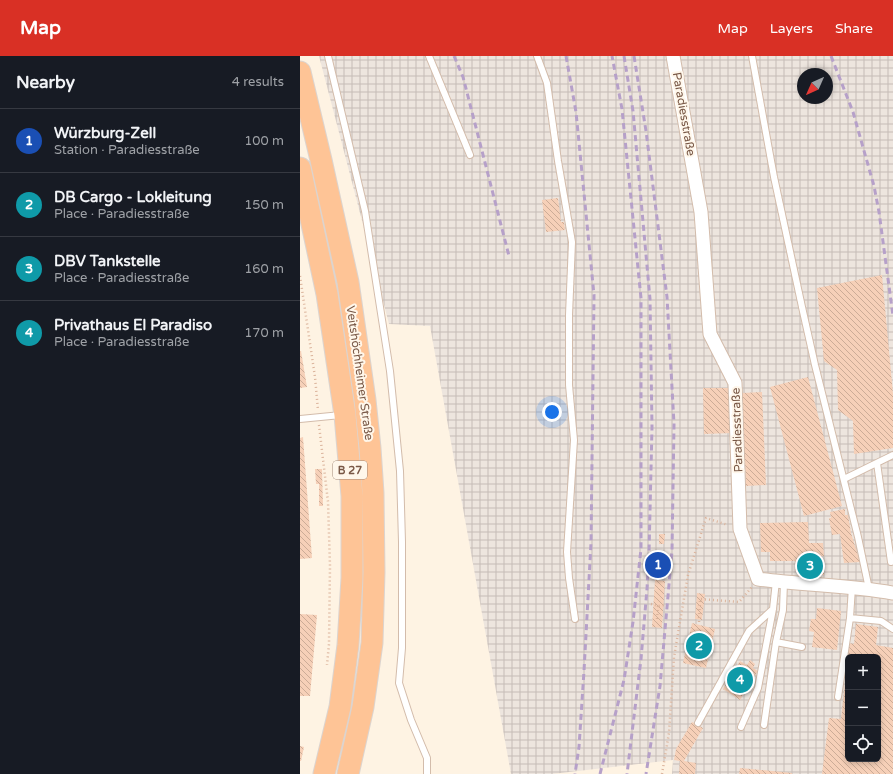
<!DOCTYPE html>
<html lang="en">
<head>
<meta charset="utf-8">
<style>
  body { margin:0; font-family:"Varela Round",sans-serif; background:#242831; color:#f1f3f6 }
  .controls { position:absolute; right:12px; bottom:12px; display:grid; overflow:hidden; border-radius:6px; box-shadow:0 2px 6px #0003 }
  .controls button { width:36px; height:36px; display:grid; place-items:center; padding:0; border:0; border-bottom:1px solid #363941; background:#171b24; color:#f1f3f6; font:20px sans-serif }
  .compass { position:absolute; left:497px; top:12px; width:36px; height:36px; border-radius:50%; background:#171b24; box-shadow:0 2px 6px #0003; rotate:225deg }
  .you { position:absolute; left:252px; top:356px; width:14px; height:14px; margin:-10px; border:3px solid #fff; border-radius:50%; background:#1a73e8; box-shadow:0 0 0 6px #1a73e833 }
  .badge { display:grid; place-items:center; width:26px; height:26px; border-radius:50%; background:#d93025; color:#fff; font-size:13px; font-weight:700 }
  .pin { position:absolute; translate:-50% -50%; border:2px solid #fff; box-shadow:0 1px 4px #0006 }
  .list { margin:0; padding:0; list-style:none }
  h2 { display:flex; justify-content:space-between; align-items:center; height:52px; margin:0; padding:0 16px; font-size:17px }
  h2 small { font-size:13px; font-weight:400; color:#9ea1a6 }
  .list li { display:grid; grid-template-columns:26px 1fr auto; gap:12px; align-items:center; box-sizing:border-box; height:64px; padding:0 16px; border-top:1px solid #363941 }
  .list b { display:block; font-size:15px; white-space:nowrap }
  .list p { margin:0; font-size:13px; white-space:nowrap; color:#9ea1a6 }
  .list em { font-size:13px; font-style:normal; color:#9ea1a6 }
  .icon { flex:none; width:22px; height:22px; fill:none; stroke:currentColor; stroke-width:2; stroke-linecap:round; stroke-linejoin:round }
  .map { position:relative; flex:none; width:593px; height:718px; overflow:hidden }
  header { display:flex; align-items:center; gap:24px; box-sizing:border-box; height:56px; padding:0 20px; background:#d93025; color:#fff }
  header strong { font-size:19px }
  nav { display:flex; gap:22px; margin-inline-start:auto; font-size:14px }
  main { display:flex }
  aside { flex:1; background:#171b24 }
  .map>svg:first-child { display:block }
  .industrial { fill:url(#industrial-grid); fill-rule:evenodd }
  .building { fill:url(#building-back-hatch) }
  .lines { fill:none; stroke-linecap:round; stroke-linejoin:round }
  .service-casing { stroke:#d3bcab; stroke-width:8 }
  .minor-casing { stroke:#d3bcab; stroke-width:15 }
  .trunk-casing { stroke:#dcd4cf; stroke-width:23 }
  .path { stroke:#dbb39b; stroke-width:2.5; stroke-dasharray:1 3; stroke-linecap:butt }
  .service { stroke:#fff; stroke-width:6 }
  .minor { stroke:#fff; stroke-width:13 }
  .trunk { stroke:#fec496; stroke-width:21 }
  .rail { stroke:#b6a0c9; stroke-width:3; stroke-dasharray:6 4; stroke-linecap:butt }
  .labels { text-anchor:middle; stroke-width:4; stroke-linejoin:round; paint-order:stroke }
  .shield { fill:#fff7eb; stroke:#a18878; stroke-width:1 }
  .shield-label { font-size:11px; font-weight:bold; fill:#795846 }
  .street-label { font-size:12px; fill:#795846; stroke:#fff7eb }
</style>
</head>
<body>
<header>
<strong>Map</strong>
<nav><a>Map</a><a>Layers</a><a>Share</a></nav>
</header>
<main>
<aside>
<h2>Nearby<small>4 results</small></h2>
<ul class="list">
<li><span class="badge" style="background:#1a4fb4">1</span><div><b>Würzburg-Zell</b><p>Station · Paradiesstraße</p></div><em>100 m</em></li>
<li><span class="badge" style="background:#0f9aa8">2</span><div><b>DB Cargo - Lokleitung</b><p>Place · Paradiesstraße</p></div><em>150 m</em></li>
<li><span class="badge" style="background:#0f9aa8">3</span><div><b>DBV Tankstelle</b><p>Place · Paradiesstraße</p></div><em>160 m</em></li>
<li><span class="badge" style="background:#0f9aa8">4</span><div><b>Privathaus El Paradiso</b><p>Place · Paradiesstraße</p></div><em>170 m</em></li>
</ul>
</aside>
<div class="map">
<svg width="593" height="718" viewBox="0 0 593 718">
  <defs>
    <pattern id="industrial-grid" width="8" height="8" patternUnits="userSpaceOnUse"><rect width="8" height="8" fill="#ede5de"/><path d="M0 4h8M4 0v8" fill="none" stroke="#c5bcb6"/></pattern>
    <pattern id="building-back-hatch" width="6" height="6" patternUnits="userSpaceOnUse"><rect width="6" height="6" fill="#f6d0b8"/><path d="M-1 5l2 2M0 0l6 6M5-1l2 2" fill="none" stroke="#ccac97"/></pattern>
  </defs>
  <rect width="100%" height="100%" fill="#fef3e3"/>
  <!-- industrial -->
  <path class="industrial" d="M19,0H593V718H372L373,704L252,718H211L130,270L89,268ZM503,18H527V42H503ZM548,601H578V703H548Z"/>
  <!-- building -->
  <path class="building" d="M258,142L261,166H264L265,174L246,176L242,144Z
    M582,219L593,338V392L554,398L553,365L538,354L537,314L524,305L517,232Z
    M0,295H1L7,331L0,332Z
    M508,321L542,450L504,460L470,331Z
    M403,332H432L433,377L404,378Z
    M462,336L466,429L446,430L442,337Z
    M3,381L12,502L0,503V382Z
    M15,413H22L23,450H19V428H16Z
    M545,453V459H548L551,477L560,506L544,507L540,478L532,479L529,462H531L530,456Z
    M508,466L509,487H523L524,500L509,501V505L524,504V519H499V515H495V505H470V496H461L460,467Z
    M359,478H365L364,488H359Z
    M355,524L365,525L362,572L352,571Z
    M397,537L405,538L402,564L395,563Z
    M517,552L541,555L537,594L512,591L514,576L509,575L511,563H516Z
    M0,558L17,559L10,640H0Z
    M392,567L415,573L406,612L383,607Z
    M556,568L578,571L576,589L593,592V718H522L529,662L541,663L547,608H548V703H578V601H548L549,587L554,588Z
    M450,604L455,608L453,612L458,615L440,644L423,633L440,605L447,609Z
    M392,666L403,672L384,705L396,707L395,718H379L380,705L374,704L376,693Z
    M0,690L4,691L1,705H0Z
    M440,712L492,717V718H439Z"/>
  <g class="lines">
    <defs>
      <path id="service" d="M28,0L65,155L90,315L100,415L102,486V592L99,627L111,664L127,702V718
        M129,0L170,99
        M237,0L247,27L258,105L272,186L269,259V329L274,384L267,496L269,522L275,563
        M452,0L474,121L502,251L515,309L558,481L569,533
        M0,363L41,359
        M577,407L591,506
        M544,423L593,399
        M550,562L552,531
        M476,586L502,591
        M538,641L550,562L581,565L593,573
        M398,667L449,575L473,553
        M464,669L476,586L483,554L484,526
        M441,671L458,632L473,553L476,525"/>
      <path id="minor" d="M373,0L401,156L410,278L435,327L440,473L458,523C503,529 548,529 593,537"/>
      <path id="trunk" d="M0,16L21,104L48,226L65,344L70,392L73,437L74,516L72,587L63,651L48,718
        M0,112L27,238L45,359L52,440V522L48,589L40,651L24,718"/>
    </defs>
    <!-- service casing -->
    <use href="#service" class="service-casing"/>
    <!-- minor casing -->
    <use href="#minor" class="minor-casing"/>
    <!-- trunk casing -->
    <use href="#trunk" class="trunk-casing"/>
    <!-- path -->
    <path class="path" d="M0,220L15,321L18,354
      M19,369L28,446L30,510L29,588L27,609
      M351,548L358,550L364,549
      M357,563L358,550
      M399,566L400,543L439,546L452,531
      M362,718L369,677L374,601L388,519L406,462L428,469"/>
    <!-- service -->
    <use href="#service" class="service"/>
    <!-- minor -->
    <use href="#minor" class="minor"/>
    <!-- trunk -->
    <use href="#trunk" class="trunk"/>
    <!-- rail -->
    <path class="rail" d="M154,0L163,21L209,200
      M266,0L276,56L294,239L291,487L284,615L279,691L275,718
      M324,0L333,55L350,243L352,371L349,497L347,533L341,603L327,718
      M334,0L346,75L367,241L374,368L372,495L360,630L346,718
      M531,0L553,56L574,130L579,156L593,260
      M300,718L324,624L333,566L341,493V242L322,53L312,0"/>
  </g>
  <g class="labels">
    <!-- shield labels -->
    <rect class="shield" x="33" y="405" width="34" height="18" rx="3"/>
    <g class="shield-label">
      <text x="50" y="418">B 27</text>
    </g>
    <!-- street labels -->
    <g class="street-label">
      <text transform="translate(384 58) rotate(80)" y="4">Paradiesstraße</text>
      <text transform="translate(60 317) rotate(82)" y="4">Veitshöchheimer Straße</text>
      <text transform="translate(437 374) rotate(-92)" y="4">Paradiesstraße</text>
    </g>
  </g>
</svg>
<div class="controls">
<button>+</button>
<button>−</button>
<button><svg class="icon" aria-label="locate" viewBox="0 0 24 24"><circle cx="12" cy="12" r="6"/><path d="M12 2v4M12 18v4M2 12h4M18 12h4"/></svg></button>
</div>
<svg class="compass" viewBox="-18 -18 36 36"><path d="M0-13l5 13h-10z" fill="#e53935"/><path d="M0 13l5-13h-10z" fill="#9ea1a6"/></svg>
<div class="you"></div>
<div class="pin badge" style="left:358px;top:509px;background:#1a4fb4">1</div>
<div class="pin badge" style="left:399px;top:590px;background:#0f9aa8">2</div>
<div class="pin badge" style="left:510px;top:510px;background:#0f9aa8">3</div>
<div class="pin badge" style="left:440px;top:624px;background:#0f9aa8">4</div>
</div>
</main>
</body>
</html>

····················

◆ WHAT TO PRODUCE:
Check each line of the records for the string "compass" and copy those that have it.

◆ OUTPUT:
  .compass { position:absolute; left:497px; top:12px; width:36px; height:36px; border-radius:50%; background:#171b24; box-shadow:0 2px 6px #0003; rotate:225deg }
<svg class="compass" viewBox="-18 -18 36 36"><path d="M0-13l5 13h-10z" fill="#e53935"/><path d="M0 13l5-13h-10z" fill="#9ea1a6"/></svg>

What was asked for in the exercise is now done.